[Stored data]
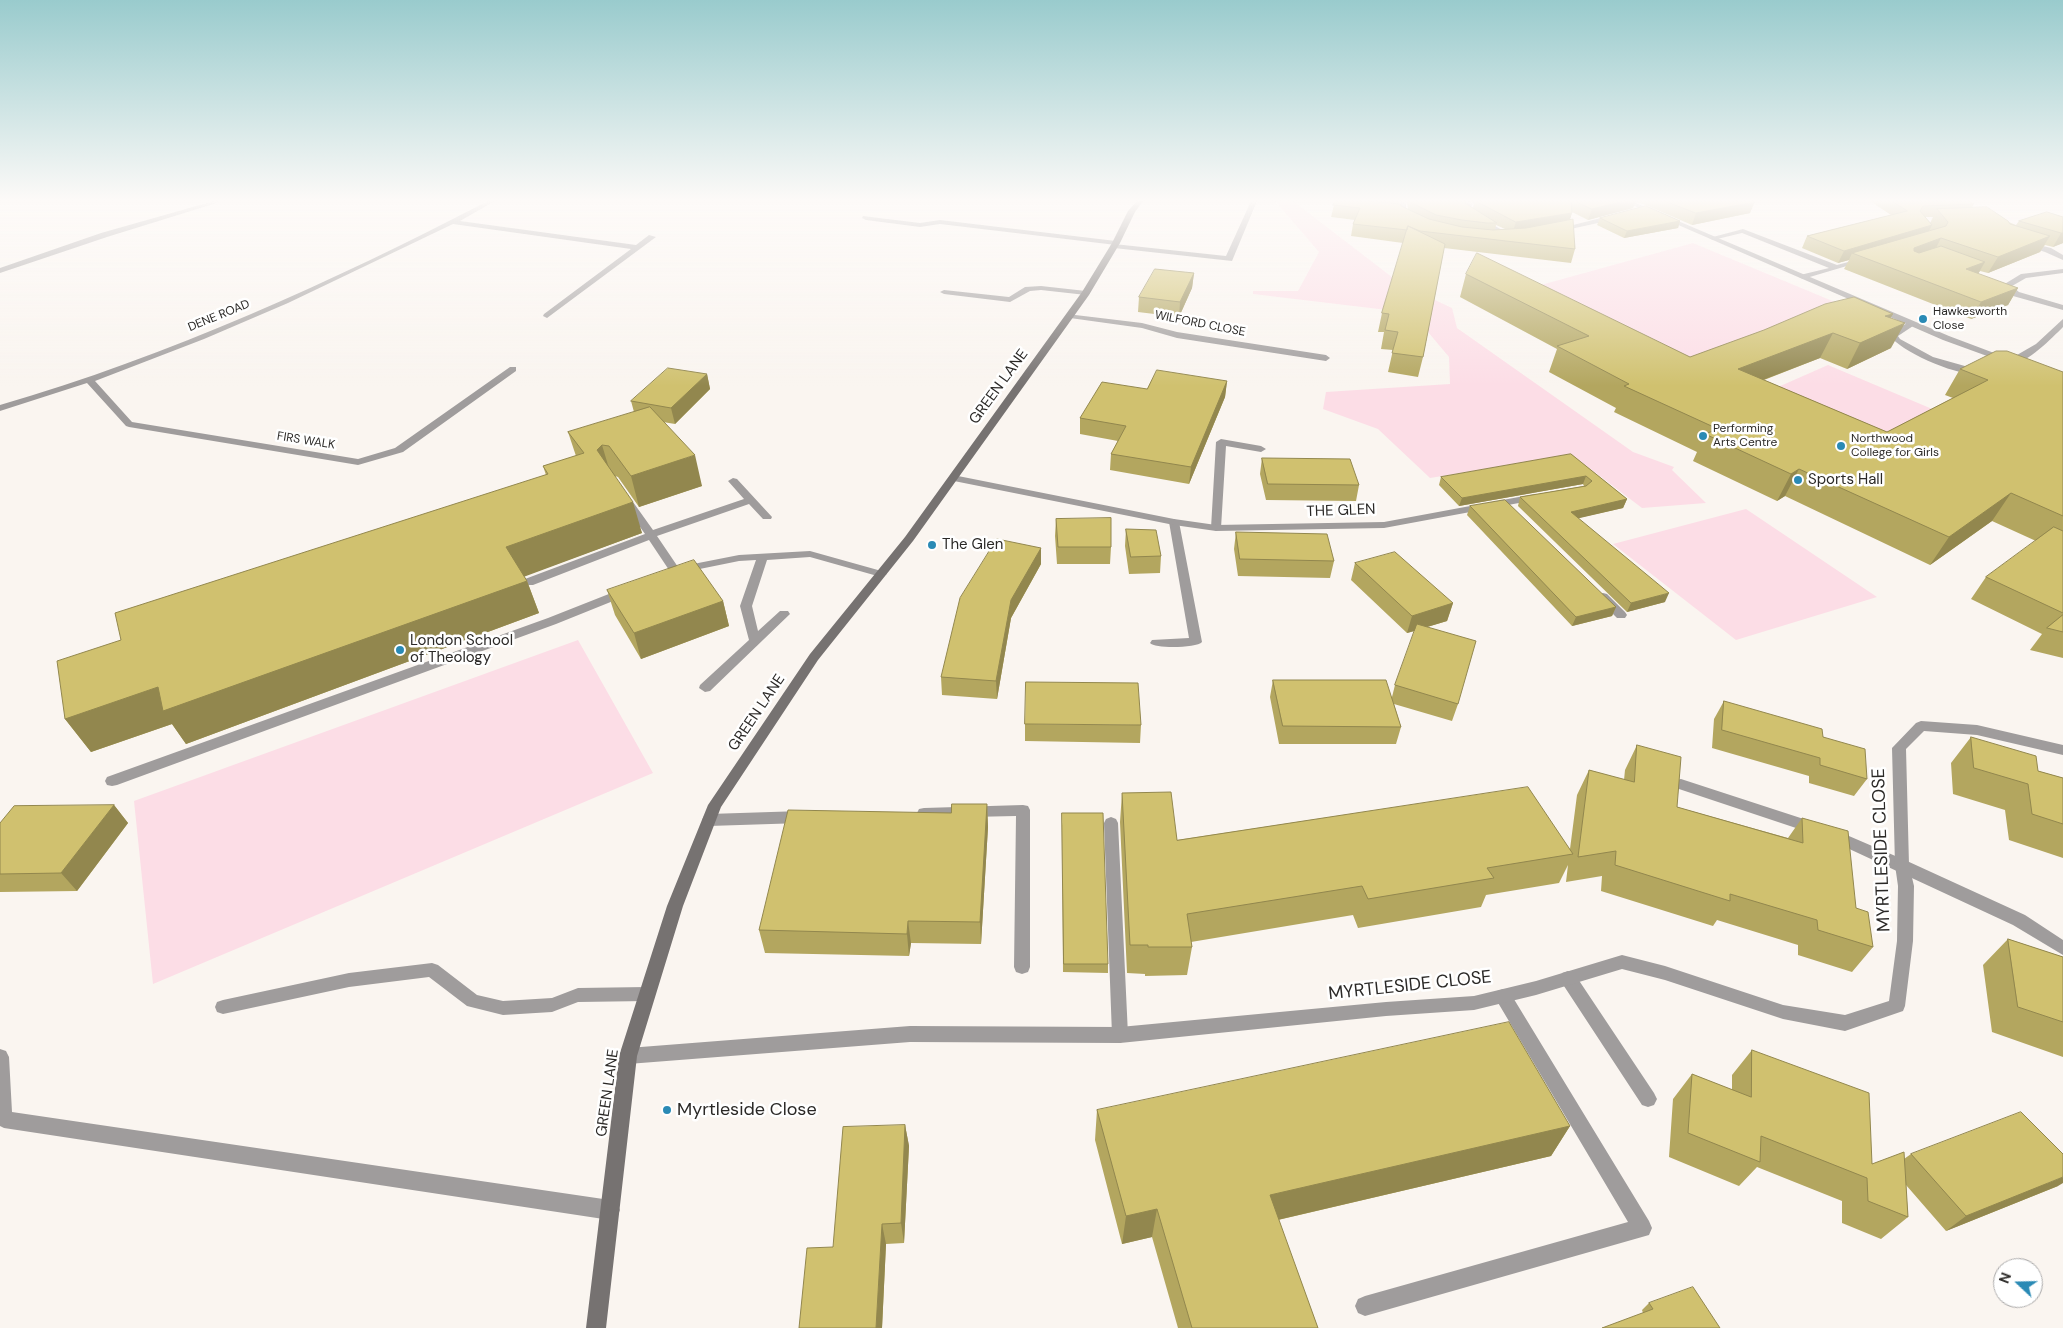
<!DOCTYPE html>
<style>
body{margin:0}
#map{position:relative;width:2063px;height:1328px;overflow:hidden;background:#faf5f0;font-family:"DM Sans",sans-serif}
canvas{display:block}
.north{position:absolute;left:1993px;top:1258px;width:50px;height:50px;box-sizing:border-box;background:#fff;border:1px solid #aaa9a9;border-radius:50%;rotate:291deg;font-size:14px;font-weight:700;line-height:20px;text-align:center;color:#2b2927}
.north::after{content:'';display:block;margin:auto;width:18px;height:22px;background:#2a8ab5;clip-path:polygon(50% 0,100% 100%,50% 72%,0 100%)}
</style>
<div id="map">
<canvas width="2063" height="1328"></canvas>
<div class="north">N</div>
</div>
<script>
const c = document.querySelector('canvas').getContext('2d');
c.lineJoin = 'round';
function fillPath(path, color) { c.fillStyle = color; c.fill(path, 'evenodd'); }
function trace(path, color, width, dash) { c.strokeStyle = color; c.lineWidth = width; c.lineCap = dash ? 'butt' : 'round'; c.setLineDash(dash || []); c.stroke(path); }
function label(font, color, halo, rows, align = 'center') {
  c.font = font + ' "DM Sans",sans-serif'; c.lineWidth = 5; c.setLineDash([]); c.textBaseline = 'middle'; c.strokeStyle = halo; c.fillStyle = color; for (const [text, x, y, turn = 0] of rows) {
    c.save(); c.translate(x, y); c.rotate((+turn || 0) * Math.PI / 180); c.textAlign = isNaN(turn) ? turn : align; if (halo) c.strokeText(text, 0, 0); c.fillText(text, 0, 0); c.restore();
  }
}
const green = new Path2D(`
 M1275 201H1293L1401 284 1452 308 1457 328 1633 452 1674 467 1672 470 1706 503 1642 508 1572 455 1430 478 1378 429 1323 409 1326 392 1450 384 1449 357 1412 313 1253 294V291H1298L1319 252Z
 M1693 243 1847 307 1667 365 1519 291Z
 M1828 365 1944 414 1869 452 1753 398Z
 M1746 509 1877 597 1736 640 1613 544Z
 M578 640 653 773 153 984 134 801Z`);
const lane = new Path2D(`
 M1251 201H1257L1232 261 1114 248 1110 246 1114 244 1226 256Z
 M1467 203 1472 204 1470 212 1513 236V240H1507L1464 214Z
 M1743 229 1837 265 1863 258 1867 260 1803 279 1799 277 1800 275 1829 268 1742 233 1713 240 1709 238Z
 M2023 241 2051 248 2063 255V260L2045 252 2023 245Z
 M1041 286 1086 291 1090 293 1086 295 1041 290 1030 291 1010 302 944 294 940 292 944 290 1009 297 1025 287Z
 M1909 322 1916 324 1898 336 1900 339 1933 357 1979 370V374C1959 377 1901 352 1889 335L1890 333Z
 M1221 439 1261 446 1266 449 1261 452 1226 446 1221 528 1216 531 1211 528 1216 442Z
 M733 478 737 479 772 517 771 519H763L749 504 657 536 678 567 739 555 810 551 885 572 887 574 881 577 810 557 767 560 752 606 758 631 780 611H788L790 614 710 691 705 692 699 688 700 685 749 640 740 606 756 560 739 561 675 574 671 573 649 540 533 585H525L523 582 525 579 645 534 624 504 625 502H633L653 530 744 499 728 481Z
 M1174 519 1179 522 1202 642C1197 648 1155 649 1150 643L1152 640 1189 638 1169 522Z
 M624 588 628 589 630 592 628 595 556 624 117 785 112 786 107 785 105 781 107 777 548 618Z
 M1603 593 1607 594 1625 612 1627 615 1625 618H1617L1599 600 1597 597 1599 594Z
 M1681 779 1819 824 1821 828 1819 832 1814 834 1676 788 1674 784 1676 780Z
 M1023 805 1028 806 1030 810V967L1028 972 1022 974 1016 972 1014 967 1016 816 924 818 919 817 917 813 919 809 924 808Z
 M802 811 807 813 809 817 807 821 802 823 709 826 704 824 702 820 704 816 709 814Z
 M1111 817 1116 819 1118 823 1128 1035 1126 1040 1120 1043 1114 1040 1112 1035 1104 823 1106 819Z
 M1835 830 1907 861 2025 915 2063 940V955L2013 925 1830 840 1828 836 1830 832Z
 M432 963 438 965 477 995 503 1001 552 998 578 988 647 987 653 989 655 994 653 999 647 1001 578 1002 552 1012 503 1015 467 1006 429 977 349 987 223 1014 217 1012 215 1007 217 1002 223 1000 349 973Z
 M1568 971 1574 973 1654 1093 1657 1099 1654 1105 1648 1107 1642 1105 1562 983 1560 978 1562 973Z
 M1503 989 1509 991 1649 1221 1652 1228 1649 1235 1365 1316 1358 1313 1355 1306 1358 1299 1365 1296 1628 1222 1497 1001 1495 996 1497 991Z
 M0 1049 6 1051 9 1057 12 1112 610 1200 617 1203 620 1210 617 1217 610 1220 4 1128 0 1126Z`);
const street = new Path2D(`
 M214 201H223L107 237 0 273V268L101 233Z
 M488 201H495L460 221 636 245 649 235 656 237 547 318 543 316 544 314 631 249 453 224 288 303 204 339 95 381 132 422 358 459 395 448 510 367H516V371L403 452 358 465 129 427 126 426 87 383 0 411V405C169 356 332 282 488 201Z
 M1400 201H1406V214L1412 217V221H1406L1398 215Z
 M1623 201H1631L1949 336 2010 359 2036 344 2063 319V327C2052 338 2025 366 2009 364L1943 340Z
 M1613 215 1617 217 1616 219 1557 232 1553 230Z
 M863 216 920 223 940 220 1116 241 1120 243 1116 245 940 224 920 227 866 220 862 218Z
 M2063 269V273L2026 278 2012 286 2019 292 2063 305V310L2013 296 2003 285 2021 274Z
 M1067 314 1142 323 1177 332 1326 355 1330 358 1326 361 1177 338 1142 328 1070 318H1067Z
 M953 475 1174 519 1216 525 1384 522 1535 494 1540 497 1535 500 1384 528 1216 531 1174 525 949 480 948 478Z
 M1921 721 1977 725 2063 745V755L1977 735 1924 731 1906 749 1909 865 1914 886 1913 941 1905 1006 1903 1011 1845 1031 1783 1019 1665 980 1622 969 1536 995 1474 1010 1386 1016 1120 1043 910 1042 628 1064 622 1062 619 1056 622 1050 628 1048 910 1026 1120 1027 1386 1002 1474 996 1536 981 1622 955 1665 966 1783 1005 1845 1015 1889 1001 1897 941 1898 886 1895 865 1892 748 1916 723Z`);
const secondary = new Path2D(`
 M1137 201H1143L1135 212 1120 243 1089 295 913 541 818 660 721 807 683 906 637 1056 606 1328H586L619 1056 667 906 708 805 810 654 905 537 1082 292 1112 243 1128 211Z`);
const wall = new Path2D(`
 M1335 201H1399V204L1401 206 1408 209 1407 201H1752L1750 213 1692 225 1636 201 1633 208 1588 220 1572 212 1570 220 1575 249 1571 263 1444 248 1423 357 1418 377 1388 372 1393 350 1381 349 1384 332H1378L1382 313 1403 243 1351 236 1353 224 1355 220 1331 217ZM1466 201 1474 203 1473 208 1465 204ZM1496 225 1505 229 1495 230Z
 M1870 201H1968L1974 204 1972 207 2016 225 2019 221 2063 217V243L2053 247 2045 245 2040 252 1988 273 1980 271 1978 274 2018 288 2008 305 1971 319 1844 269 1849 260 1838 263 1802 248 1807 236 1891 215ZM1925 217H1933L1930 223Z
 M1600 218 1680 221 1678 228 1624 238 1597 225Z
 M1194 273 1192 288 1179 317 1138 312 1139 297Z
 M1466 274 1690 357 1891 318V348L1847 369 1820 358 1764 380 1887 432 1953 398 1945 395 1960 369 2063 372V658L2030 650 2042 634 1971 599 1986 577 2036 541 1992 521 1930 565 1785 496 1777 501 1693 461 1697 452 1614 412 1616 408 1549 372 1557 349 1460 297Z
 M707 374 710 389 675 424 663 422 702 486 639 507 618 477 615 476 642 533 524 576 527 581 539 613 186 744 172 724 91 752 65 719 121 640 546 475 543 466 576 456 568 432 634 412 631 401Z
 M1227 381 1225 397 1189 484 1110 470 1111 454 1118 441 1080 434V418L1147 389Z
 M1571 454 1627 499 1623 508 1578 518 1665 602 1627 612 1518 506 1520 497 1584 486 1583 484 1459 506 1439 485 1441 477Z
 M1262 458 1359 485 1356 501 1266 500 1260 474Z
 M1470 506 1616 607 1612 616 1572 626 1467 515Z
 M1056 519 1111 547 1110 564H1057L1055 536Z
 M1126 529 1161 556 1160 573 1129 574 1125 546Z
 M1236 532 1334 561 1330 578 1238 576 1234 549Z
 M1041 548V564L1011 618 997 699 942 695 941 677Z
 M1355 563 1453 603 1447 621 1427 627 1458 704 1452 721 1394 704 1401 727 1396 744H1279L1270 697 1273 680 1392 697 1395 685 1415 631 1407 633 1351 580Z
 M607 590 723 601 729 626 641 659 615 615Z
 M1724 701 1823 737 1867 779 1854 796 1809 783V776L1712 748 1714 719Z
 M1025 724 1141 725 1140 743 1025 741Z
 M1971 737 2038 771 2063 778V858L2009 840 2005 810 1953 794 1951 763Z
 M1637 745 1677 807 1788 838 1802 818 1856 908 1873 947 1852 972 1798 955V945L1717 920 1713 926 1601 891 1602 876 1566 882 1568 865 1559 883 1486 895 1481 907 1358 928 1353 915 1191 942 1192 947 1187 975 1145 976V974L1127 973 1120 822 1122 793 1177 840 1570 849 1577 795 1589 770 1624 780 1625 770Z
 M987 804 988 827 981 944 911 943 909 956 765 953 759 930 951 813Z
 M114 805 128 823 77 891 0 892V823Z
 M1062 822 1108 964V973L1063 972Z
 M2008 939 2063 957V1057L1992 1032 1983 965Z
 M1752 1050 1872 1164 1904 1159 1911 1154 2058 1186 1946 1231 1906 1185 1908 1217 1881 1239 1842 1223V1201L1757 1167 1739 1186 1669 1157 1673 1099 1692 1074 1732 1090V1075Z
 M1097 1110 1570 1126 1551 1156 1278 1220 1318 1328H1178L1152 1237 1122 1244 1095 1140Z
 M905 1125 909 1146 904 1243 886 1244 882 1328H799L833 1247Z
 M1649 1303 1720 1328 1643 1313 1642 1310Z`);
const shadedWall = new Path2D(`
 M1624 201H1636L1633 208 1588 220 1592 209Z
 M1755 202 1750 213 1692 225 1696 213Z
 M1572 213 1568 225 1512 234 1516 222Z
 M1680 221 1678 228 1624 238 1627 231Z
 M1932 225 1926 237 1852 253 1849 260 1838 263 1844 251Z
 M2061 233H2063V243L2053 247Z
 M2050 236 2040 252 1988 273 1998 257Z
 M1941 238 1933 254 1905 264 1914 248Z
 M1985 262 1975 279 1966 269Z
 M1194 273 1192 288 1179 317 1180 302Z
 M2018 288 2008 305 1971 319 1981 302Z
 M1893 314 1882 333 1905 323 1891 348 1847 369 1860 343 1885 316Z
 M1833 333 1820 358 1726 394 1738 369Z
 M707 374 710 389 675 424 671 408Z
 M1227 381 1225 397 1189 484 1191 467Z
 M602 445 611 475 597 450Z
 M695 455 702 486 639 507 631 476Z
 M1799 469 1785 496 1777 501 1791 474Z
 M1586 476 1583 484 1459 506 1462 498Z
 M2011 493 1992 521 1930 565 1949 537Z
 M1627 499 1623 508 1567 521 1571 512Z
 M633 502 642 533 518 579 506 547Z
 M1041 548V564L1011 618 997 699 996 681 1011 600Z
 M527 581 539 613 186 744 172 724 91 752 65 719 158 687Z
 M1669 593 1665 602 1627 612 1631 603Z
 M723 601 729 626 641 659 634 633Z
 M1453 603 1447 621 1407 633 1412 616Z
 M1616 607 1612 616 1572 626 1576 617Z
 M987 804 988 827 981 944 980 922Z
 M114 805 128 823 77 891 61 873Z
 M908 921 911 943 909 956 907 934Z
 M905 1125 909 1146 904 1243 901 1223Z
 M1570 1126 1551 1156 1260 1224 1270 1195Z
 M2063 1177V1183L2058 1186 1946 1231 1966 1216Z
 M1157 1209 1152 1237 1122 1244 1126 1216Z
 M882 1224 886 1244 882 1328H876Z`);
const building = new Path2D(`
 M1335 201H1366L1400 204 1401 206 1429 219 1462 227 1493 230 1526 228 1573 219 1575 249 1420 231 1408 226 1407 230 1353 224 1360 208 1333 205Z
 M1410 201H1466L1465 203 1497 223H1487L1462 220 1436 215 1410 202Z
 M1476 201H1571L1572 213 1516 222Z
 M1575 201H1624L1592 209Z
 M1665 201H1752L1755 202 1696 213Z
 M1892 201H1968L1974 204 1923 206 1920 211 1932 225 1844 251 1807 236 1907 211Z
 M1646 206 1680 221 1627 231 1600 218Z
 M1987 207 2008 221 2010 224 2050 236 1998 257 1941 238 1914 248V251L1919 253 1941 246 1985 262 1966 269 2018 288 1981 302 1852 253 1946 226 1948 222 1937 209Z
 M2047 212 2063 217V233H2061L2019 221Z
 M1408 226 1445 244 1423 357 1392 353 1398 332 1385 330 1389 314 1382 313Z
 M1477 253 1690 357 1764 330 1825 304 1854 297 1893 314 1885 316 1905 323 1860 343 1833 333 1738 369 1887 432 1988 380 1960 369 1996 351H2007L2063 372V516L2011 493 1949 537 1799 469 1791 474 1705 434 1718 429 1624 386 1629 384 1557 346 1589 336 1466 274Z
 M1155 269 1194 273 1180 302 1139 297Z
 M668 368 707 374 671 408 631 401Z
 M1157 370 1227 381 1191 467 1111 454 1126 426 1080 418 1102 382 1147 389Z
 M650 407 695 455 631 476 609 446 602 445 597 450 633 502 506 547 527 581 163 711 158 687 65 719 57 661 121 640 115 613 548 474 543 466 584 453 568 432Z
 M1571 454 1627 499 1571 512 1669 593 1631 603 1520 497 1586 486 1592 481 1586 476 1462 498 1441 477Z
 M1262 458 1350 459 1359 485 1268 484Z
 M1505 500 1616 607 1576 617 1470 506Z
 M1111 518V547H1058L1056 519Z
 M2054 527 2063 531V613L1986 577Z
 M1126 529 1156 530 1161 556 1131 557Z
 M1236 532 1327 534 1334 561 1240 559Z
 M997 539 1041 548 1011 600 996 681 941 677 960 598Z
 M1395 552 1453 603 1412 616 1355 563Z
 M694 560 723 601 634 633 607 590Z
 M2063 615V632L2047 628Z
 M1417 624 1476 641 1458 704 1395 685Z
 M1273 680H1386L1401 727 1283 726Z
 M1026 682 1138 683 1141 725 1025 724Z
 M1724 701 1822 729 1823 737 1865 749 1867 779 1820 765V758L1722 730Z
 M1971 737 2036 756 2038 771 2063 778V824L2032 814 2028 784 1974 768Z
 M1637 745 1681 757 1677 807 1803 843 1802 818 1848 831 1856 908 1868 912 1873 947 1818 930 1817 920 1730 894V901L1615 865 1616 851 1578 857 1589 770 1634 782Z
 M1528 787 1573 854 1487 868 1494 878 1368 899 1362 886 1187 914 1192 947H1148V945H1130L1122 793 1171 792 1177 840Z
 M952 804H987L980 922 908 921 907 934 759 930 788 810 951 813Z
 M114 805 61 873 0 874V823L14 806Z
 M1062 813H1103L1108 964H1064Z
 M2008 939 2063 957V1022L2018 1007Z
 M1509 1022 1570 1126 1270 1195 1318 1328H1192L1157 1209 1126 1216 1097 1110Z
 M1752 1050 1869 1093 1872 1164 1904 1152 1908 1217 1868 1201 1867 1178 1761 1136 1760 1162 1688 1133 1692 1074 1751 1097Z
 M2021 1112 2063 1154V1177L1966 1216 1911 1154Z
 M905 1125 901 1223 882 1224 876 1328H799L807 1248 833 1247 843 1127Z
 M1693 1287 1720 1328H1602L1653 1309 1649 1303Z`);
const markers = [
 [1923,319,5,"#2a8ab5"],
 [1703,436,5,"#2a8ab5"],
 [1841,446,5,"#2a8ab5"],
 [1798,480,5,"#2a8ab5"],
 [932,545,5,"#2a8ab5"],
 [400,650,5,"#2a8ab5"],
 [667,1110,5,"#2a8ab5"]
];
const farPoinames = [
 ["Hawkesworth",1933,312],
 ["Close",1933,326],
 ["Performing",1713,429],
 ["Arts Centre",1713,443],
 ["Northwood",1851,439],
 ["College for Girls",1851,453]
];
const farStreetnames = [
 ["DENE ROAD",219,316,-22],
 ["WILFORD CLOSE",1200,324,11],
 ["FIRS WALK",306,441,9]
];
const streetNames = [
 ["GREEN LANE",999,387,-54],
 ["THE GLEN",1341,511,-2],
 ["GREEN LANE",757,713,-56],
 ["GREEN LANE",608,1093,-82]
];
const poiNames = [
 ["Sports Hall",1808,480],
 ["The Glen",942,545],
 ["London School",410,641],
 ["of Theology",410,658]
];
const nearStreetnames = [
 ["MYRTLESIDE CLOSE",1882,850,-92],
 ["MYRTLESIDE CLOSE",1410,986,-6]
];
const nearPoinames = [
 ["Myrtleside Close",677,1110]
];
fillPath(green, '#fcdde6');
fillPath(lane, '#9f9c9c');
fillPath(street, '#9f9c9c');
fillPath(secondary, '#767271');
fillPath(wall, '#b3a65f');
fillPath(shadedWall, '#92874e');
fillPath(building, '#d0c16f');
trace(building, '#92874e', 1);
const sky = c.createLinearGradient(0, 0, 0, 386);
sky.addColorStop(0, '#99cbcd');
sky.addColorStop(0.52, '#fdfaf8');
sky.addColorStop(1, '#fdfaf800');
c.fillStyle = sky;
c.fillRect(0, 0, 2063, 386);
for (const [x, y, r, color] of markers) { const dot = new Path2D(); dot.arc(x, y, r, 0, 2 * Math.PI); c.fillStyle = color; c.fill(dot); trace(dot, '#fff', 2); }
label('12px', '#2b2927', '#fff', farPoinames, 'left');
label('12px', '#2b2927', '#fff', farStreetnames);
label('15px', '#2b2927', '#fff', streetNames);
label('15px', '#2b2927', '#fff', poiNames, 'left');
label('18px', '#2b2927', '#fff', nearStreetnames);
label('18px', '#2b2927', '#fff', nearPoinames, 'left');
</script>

◆ EXERCISE BRIEF
Search the entries for the word "lineWidth" and pick out every line that holds it.

◆ SOLUTION FOR THIS EXERCISE
function trace(path, color, width, dash) { c.strokeStyle = color; c.lineWidth = width; c.lineCap = dash ? 'butt' : 'round'; c.setLineDash(dash || []); c.stroke(path); }
  c.font = font + ' "DM Sans",sans-serif'; c.lineWidth = 5; c.setLineDash([]); c.textBaseline = 'middle'; c.strokeStyle = halo; c.fillStyle = color; for (const [text, x, y, turn = 0] of rows) {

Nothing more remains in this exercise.